Foto: Reuters/H. Corarado
"Justiça sem pressão"
Fora do tribunal, um grupo de manifestantes jurou acompanhar o julgamento dos 15+2 até ao fim. Vestiram-se a rigor com t-shirts brancas de apoio ao sistema judicial angolano, com os dizeres "Justiça sem Pressão" - "Estamos aqui a favor da Justiça, visto que Angola é um Estado soberano e que os tribunais têm o seu papel, com o qual nós estamos solidários", disse um dos manifestantes.
Foto: DW/P. Borralho
Irregularidades no processo
Em dezembro, os ativistas enviaram uma carta ao Presidente angolano onde apontavam irregularidades no processo. Os jovens queixavam-se, por exemplo, das demoras, da falta de acesso ao processo por parte da defesa antes do início do julgamento e da impossibilidade de manter contato visual com a procuradora Isabel Nicolau (na foto). Eram ainda denunciados casos de agressão física e psicológica.
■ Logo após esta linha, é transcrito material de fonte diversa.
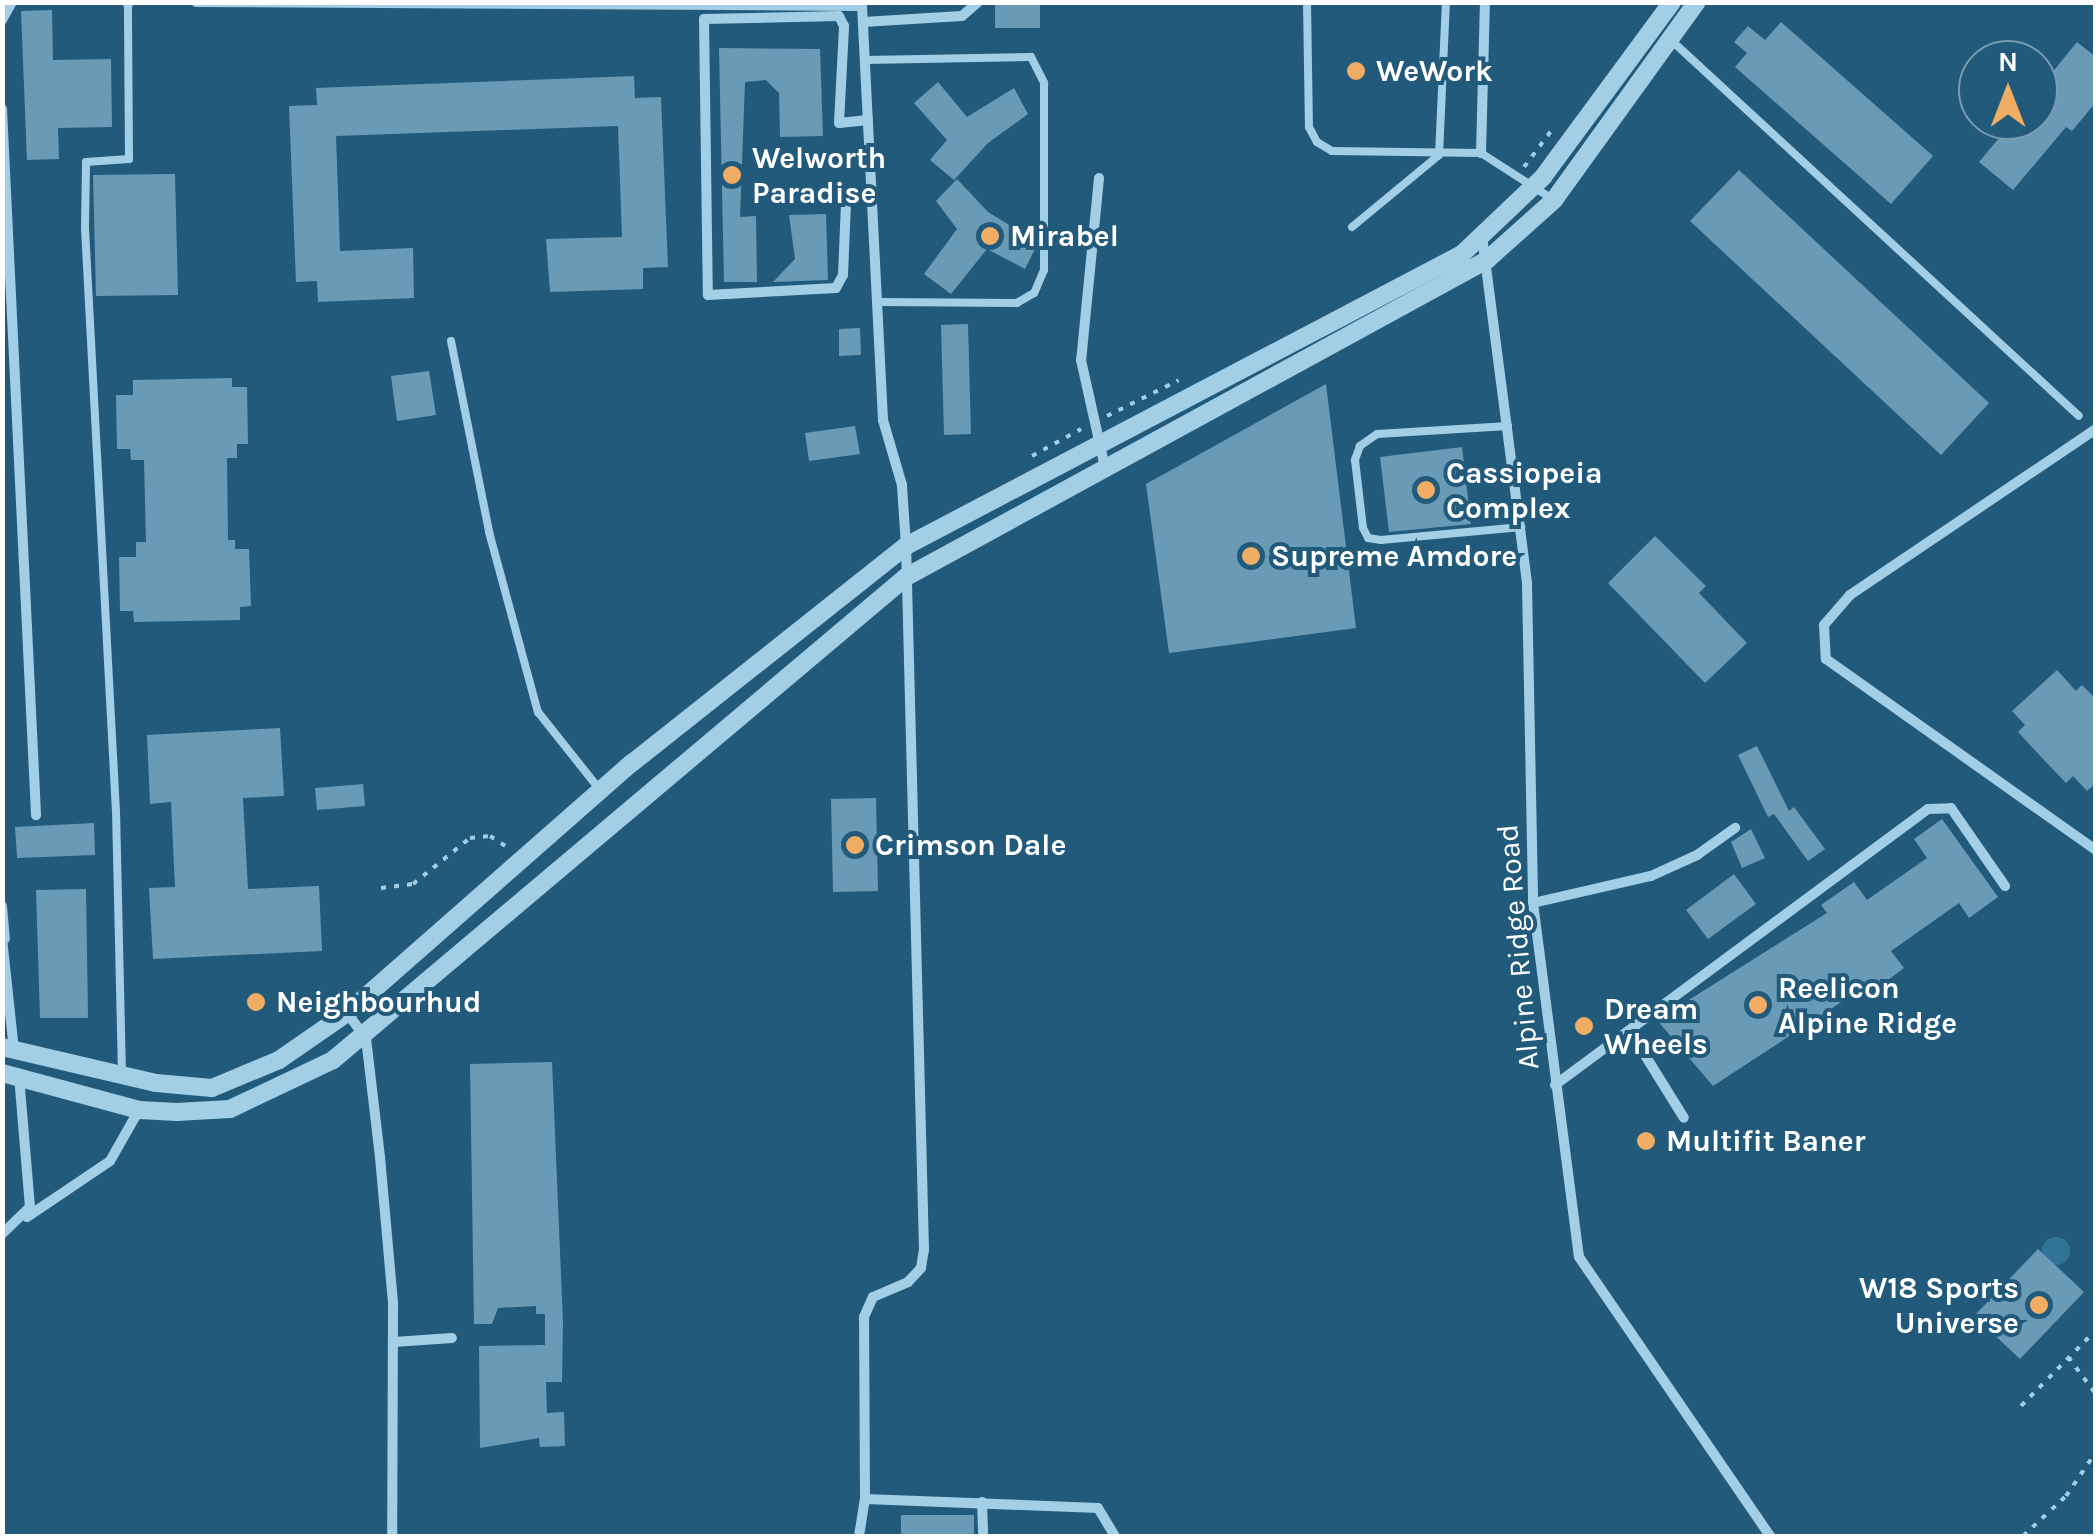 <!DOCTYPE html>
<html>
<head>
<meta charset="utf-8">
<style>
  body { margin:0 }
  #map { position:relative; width:2098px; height:1539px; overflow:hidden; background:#215a7b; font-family:Karla,sans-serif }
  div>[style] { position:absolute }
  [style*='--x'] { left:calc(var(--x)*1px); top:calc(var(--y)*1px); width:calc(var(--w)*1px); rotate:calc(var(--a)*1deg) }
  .green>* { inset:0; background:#317497 }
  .round { border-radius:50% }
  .building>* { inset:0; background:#6a9bb6 }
  .path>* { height:4px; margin-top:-2px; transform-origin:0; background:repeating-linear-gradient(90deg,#a3cfe6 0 5px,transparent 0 13px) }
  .service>* { height:8px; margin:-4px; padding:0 4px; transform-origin:4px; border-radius:4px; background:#a3cfe6 }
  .minor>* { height:10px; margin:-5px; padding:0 5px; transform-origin:5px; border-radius:5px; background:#a3cfe6 }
  .tertiary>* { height:18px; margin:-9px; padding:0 9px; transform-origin:9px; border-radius:9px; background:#a3cfe6 }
  .dots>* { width:28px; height:28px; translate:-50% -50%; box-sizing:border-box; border:5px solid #215a7b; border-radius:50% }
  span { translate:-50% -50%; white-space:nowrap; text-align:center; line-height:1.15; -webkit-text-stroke:8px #215a7b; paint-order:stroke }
  .poi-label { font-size:30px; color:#fff; font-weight:700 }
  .left { translate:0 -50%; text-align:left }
  .right { translate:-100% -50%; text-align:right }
  .street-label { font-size:30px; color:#fff }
  .frame { position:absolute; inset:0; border:5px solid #fff; pointer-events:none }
  .north { position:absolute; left:1958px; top:40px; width:100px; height:100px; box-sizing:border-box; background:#215a7b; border:2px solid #7a9cb0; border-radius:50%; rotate:0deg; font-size:28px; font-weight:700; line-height:40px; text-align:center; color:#fff }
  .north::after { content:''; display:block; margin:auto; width:35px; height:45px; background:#f2ad65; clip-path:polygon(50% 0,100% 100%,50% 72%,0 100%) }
</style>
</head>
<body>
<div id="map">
  <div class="green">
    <div class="round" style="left:2042px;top:1237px;width:28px;height:28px"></div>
  </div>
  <div class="building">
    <div style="clip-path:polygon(995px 2px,1040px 2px,1040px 28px,995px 28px)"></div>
    <div style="clip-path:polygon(52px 10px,53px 60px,111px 59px,112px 127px,58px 128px,59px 159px,27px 160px,21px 11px)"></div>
    <div style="clip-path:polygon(1781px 22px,1933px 156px,1891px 204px,1735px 67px,1747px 53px,1734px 42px,1748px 26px,1765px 40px)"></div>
    <div style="clip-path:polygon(2077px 42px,2096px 57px,2096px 102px,2072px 131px,2066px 127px,2013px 190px,1979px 162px,2014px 120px,2038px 120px,2038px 90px)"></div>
    <div style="clip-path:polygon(719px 48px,820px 49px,823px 136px,780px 137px,779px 93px,766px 80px,745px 82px,740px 217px,756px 216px,757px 282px,724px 282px)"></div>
    <div style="clip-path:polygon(634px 76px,635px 98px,661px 97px,668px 267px,643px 268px,643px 289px,550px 292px,546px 239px,622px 237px,618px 126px,336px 136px,340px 251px,413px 248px,414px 298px,318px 302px,317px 281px,296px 282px,289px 106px,317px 105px,316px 88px)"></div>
    <div style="clip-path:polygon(938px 82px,967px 117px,1014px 88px,1028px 114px,988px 143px,954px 180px,930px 160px,947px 140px,914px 103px)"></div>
    <div style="clip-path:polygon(1739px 170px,1989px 403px,1941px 455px,1690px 221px)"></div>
    <div style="clip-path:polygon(175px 174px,178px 295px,96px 296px,93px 175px)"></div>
    <div style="clip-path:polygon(957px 179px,988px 212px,1036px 241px,1036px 247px,1025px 269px,987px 249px,951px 294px,924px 274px,957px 229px,936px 201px)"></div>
    <div style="clip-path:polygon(826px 214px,828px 280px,773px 282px,795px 259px,789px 215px)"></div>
    <div style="clip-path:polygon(968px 324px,971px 434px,944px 435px,941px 325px)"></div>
    <div style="clip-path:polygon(860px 328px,861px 355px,839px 356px,839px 329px)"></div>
    <div style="clip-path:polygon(429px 371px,436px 415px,397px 421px,391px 376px)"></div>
    <div style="clip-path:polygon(232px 378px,232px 387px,247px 387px,248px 444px,237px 444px,237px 458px,227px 458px,228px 540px,235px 540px,235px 549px,249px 549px,251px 606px,240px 607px,240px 620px,134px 622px,133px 611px,120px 611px,119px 557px,136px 557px,136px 542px,146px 542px,144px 460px,131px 460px,130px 449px,117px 449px,116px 395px,133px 395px,133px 380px)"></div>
    <div style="clip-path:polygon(1326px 384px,1356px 628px,1169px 653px,1146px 484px)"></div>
    <div style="clip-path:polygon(855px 426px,860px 454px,809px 461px,805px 433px)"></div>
    <div style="clip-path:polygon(1462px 447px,1471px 524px,1389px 532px,1380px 457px)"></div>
    <div style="clip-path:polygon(1655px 536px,1706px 586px,1699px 593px,1747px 643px,1705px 683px,1608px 583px)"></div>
    <div style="clip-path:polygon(2057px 670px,2076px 691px,2082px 685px,2096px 699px,2096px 783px,2087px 791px,2073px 776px,2066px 783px,2045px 761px,2018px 732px,2025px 725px,2012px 711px)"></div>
    <div style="clip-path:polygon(280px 728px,284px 796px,243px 798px,248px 889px,319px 886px,322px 951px,153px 959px,149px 888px,175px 887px,171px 802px,150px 804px,147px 735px)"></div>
    <div style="clip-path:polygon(1757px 746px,1789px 811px,1794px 807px,1825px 849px,1808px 861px,1774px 814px,1768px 817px,1738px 755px)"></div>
    <div style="clip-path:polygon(363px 784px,365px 806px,317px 810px,315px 788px)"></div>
    <div style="clip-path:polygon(876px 798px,878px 891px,833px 892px,831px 799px)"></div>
    <div style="clip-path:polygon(1942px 819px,1998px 897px,1969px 918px,1959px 903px,1891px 951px,1904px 968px,1880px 986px,1875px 980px,1713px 1086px,1657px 1020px,1827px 913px,1821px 905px,1854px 882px,1867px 900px,1927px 858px,1914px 839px)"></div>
    <div style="clip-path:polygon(94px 823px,95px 855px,17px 858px,15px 827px)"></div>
    <div style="clip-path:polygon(1751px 829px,1765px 858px,1742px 868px,1731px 842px)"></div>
    <div style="clip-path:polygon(1734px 874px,1756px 904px,1708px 939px,1686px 910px)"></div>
    <div style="clip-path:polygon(86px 889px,88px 1018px,40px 1018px,36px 890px)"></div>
    <div style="clip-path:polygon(552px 1062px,563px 1322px,562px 1382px,546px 1382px,547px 1413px,564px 1412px,565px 1446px,540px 1447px,539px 1438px,480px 1448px,479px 1346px,545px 1345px,545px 1314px,536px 1314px,536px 1306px,498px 1308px,492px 1324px,474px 1324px,470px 1064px)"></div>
    <div style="clip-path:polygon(2038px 1249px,2084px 1292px,2020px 1359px,1974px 1316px)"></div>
    <div style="clip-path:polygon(901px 1515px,974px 1515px,974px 1536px,901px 1536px)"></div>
  </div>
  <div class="path">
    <div style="--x:1524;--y:167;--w:45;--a:-53.1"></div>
    <div style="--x:1107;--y:416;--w:80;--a:-26.6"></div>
    <div style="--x:1032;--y:456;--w:56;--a:-28.9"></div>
    <div style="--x:381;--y:888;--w:32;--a:-7"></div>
    <div style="--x:413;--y:884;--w:73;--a:-38.9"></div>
    <div style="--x:470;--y:838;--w:20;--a:-6"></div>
    <div style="--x:490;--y:836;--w:20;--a:33"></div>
    <div style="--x:2068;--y:1357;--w:46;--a:52.9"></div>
    <div style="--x:2021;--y:1406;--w:107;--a:-45.4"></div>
    <div style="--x:2023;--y:1536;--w:59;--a:-42.9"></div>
    <div style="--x:2066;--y:1496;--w:53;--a:-55.7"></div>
  </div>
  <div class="service">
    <div style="--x:1307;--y:2;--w:125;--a:89.1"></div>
    <div style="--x:1309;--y:127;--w:17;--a:62"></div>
    <div style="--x:1317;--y:142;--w:17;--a:31"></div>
    <div style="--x:1332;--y:151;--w:149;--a:0.8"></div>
    <div style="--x:1481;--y:153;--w:87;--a:32.8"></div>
    <div style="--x:1672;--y:41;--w:553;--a:42.66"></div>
    <div style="--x:865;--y:60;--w:166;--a:-1"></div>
    <div style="--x:1031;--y:57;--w:29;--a:63"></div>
    <div style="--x:1044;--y:83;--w:187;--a:90"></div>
    <div style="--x:1044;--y:270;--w:25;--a:113"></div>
    <div style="--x:1034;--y:293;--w:20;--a:150"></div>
    <div style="--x:1017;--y:303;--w:139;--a:-179.6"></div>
    <div style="--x:1352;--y:227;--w:113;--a:-39.6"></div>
    <div style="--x:1439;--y:155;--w:153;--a:-87.4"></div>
    <div style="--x:451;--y:341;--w:195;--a:78.7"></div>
    <div style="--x:489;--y:532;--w:187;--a:74.8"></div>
    <div style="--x:538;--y:712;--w:100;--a:51.5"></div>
    <div style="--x:1508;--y:426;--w:131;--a:176.5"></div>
    <div style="--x:1377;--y:434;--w:21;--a:145"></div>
    <div style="--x:1360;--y:446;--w:15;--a:110"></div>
    <div style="--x:1355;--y:460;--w:68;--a:83.3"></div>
    <div style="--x:1363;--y:528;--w:11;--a:63"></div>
    <div style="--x:1368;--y:538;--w:13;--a:9"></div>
    <div style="--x:1381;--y:540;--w:141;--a:-5.3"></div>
    <div style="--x:122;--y:1075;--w:263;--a:-91.3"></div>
    <div style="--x:116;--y:812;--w:585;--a:-93.04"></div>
    <div style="--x:85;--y:228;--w:66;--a:-89.1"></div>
    <div style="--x:86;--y:162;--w:43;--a:-4"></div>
    <div style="--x:129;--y:159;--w:155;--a:-90.4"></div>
  </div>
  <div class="minor">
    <div style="--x:128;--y:2;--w:2;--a:90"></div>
    <div style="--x:196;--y:2;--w:666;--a:0.34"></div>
    <div style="--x:2;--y:20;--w:21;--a:-61"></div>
    <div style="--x:863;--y:22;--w:99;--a:-3.5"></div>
    <div style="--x:962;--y:16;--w:21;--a:-41"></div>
    <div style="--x:2;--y:109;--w:707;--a:87.24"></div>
    <div style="--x:868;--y:120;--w:29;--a:174"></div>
    <div style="--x:839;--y:123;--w:97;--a:-87"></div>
    <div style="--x:844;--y:26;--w:11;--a:-117"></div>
    <div style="--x:839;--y:16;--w:135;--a:178.7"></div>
    <div style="--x:704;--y:19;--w:276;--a:89.2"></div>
    <div style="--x:708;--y:295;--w:128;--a:-3.1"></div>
    <div style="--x:836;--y:288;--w:15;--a:-62"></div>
    <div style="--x:843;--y:275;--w:73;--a:-87.6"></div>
    <div style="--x:846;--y:202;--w:27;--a:-17"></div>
    <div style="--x:1481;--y:153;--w:151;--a:-88.5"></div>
    <div style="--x:1099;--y:178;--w:183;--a:95.6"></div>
    <div style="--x:1081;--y:360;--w:110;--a:77.4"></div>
    <div style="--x:1482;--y:236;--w:351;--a:82.6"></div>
    <div style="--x:1527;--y:584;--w:319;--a:88.9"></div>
    <div style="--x:1533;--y:903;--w:357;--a:82.6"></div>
    <div style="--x:1579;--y:1257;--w:338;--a:55.6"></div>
    <div style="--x:2096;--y:429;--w:297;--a:146"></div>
    <div style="--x:1850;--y:595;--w:40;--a:131"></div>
    <div style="--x:1824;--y:625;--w:34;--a:87"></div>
    <div style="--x:1826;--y:659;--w:331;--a:35.3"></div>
    <div style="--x:1533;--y:903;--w:121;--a:-12.9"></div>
    <div style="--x:1651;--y:876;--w:51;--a:-24.5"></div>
    <div style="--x:1697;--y:855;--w:47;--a:-35.4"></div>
    <div style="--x:2;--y:906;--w:33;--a:85"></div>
    <div style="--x:2;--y:938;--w:113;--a:83.9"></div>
    <div style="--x:347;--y:1013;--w:31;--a:53"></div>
    <div style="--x:366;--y:1038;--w:120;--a:83.3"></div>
    <div style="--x:380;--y:1157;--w:148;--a:84.9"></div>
    <div style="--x:393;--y:1304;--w:232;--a:90.2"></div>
    <div style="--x:1630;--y:1031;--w:102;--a:58.2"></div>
    <div style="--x:1555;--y:1085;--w:464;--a:-36.5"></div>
    <div style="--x:1928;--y:809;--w:23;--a:-2"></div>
    <div style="--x:1951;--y:808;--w:95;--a:55.3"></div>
    <div style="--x:27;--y:1217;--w:100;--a:-34"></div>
    <div style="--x:110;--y:1161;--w:59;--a:-60.4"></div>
    <div style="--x:2;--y:1234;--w:39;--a:-44"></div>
    <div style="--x:30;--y:1207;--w:130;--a:-94.8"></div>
    <div style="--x:394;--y:1342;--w:58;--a:-3.9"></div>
    <div style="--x:865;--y:1499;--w:233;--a:2.2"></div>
    <div style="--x:1098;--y:1508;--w:33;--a:59"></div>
    <div style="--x:982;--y:1502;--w:34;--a:88"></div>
    <div style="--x:859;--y:1536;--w:37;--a:-81"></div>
    <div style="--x:865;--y:1499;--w:182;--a:-90.3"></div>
    <div style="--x:864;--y:1317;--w:22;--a:-66"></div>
    <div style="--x:873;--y:1297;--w:38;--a:-23"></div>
    <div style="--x:908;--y:1282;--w:19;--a:-47"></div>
    <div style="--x:921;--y:1268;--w:18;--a:-81"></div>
    <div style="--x:924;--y:1250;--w:704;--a:-91.46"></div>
    <div style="--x:906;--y:546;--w:61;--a:-93.8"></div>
    <div style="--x:902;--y:485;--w:68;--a:-106.3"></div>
    <div style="--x:883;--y:420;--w:419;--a:-92.9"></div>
  </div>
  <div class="tertiary">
    <div style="--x:2;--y:1047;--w:158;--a:13.2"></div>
    <div style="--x:156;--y:1083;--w:56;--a:5.1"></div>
    <div style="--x:212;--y:1088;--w:73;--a:-22.7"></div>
    <div style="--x:279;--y:1060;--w:83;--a:-34.7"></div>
    <div style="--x:347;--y:1013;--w:379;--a:-41.3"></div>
    <div style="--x:632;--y:763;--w:350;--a:-38.4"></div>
    <div style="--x:906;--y:546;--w:628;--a:-27.71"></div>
    <div style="--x:1462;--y:254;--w:112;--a:-43.5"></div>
    <div style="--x:1543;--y:177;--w:217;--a:-53.6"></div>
    <div style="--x:2;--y:1073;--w:142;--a:15.1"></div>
    <div style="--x:139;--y:1110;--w:38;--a:3"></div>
    <div style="--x:177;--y:1112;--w:53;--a:-3.2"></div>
    <div style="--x:230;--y:1109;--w:114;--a:-25.4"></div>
    <div style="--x:333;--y:1060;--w:749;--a:-40.13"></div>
    <div style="--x:906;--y:577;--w:662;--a:-28.62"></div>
    <div style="--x:1487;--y:260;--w:90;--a:-41.8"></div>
    <div style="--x:1554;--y:200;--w:244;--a:-54.2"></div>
  </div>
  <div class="dots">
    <div style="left:1356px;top:71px;background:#f2ad65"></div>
    <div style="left:732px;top:175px;background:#f2ad65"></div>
    <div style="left:990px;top:236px;background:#f2ad65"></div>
    <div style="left:1426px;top:490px;background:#f2ad65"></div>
    <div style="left:1251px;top:556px;background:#f2ad65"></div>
    <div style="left:855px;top:845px;background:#f2ad65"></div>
    <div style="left:256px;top:1002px;background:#f2ad65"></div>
    <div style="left:1758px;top:1005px;background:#f2ad65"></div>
    <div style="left:1584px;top:1026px;background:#f2ad65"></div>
    <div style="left:1646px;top:1141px;background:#f2ad65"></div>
    <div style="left:2039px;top:1305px;background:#f2ad65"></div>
  </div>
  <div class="poi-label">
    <span class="left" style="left:1376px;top:71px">WeWork</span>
    <span class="left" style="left:752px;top:175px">Welworth<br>Paradise</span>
    <span class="left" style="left:1010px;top:236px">Mirabel</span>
    <span class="left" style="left:1446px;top:490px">Cassiopeia<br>Complex</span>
    <span class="left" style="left:1271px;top:556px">Supreme Amdore</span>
    <span class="left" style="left:875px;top:845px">Crimson Dale</span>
    <span class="left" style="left:1778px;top:1005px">Reelicon<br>Alpine Ridge</span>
    <span class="left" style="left:276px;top:1002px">Neighbourhud</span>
    <span class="left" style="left:1604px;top:1026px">Dream<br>Wheels</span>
    <span class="left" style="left:1666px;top:1141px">Multifit Baner</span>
    <span class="right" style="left:2019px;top:1305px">W18 Sports<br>Universe</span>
  </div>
  <div class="street-label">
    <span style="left:1518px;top:947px;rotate:-95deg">Alpine Ridge Road</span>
  </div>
  <div class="frame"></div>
  <div class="north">N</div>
</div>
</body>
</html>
Foto: Ampe Rogério/Rede Angola
Dois dias a ler o livro de Domingo da Cruz
"Ferramentas para Destruir o Ditador e Evitar Nova Ditadura". É este o título do livro escrito pelo ativista Domingos da Cruz, inspirado no livro "Da Ditadura à Democracia", do pacifista norte-americano Gene Sharp. Segundo a acusação, era este o manual dos ativistas para preparar uma rebelião. O livro foi lido na íntegra durante dois dias no Tribunal de Luanda.
Foto: DW/Nelson Sul D´Angola
"Governo de Salvação Nacional" é "embuste"
Dezenas de personalidades angolanas integram uma lista, divulgada online, de um "Governo de Salvação Nacional". Esse seria um Executivo que assumiria o poder em Angola após a rebelião pensada pelos ativistas, segundo a acusação. Vários declarantes faltaram à chamada e várias sessões tiveram de ser adiadas. Um dos declarantes, Carlos Rosado de Carvalho, disse que o suposto Governo era um "embuste".
Foto: DW/P. Borralho
Prisão domiciliária
A 18 de dezembro, 15 ativistas, detidos desde junho, passaram ao regime de prisão domiciliária. Laurinda Gouveia e Rosa Conde permaneceram em liberdade condicional. O tribunal autorizou os detidos a receber visitas de familiares e amigos. No entanto, não foi permitido qualquer contato com membros do "Movimento Revolucionário" e do "Governo de Salvação Nacional".
Foto: DW/P. Borralho Ndomba
"Este julgamento é uma palhaçada"
Numa das sessões do julgamento, os ativistas levaram vestidas t-shirts com autocaricaturas como palhaços. Nito Alves disse em tribunal que o julgamento era uma palhaçada. Foi julgado sumariamente por injúria e condenado a 6 meses de prisão efetiva. Ativistas alertam que o estado de saúde de Nito Alves é grave e que Nito foi transportado numa maca para o tribunal de Luanda para ouvir a sentença.
Foto: Central Angola 7311
Nuno Dala em greve de fome
Como forma de reinvindicar o acesso a contas bancárias e entrega de pertences, Nuno Dala entrou em greve de fome a 10 de março. Gertrudes Dala, irmã do ativista, lamentou a reação da sociedade civil e a defesa alertou para a situação financeiramente "delicada" da família. Outros ativistas também passaram por dificuldades durante a prisão domiciliária.
Foto: DW/P.B. Ndomba
Ativistas são condenados
O tribunal de Luanda condenou, a 28 de março, os 17 ativistas angolanos. Domingos da Cruz, tido como "líder", deverá cumprir 8 anos e 6 meses de prisão efetiva. Luaty Beirão foi condenado a 5 anos e 6 meses. Rosa Conde e Benedito Jeremias foram condenados a 2 anos e 3 meses de prisão. Os restantes foram condenados a 4 anos e 6 meses. A defesa e o Ministério Público vão recorrer da decisão.
Foto: picture-alliance/dpa/P. Juliao
"Dia triste para a liberdade de expressão"
"Este é um dia muito triste para a liberdade de expressão e de associação", disse Ana Monteiro, da Amnistia Internacional, reagindo às sentenças. "Não deveria ter existido sequer um julgamento. Estamos a falar de cidadãos angolanos que estavam reunidos a falar sobre liberdade e democracia". Zenaida Machado, investigadora da HRW, considerou a condenação ridícula.